** Prompt **
Your task is to copy each line of the material below that includes "breaks".
== Segment start ==
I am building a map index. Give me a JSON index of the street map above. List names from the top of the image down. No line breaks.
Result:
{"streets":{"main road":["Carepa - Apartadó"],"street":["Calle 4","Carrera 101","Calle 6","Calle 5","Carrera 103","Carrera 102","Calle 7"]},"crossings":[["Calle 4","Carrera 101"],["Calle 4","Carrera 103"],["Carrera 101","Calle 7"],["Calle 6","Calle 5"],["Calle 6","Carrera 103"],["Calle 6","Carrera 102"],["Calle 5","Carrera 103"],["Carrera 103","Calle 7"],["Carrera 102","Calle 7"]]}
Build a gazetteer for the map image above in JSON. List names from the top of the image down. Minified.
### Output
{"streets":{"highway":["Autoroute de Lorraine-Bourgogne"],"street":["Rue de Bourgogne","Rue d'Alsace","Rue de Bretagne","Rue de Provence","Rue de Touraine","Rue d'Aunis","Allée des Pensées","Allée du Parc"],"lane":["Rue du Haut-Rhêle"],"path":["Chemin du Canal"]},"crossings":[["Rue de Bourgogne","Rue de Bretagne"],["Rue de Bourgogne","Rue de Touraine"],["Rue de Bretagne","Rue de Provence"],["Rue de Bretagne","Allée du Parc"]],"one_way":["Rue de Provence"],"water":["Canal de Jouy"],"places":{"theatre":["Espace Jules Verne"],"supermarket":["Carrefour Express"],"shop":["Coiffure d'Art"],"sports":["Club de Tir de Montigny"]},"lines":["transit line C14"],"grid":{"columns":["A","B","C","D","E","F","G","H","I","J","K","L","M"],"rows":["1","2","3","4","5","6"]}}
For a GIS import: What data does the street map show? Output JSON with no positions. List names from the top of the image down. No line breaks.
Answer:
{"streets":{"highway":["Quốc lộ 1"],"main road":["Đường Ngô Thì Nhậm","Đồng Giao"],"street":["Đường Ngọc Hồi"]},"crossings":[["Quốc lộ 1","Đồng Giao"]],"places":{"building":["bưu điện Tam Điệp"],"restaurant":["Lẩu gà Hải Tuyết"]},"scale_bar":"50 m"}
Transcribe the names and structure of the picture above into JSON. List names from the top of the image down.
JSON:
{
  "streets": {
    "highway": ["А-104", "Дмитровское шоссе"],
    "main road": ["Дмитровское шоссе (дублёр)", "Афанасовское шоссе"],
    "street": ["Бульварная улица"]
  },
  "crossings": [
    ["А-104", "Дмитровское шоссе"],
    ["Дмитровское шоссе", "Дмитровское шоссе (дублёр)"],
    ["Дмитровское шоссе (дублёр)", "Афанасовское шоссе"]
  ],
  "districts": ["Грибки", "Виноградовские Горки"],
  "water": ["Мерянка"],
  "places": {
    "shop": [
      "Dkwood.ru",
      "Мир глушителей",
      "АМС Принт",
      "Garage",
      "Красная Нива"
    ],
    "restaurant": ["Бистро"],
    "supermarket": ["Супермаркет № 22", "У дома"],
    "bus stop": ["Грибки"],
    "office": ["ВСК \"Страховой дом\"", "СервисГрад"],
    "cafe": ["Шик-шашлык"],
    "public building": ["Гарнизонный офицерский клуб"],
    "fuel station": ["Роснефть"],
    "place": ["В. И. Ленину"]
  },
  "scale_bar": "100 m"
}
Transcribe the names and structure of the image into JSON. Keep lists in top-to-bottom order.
== Segment end ==
** Your solution **
I am building a map index. Give me a JSON index of the street map above. List names from the top of the image down. No line breaks.
For a GIS import: What data does the street map show? Output JSON with no positions. List names from the top of the image down. No line breaks.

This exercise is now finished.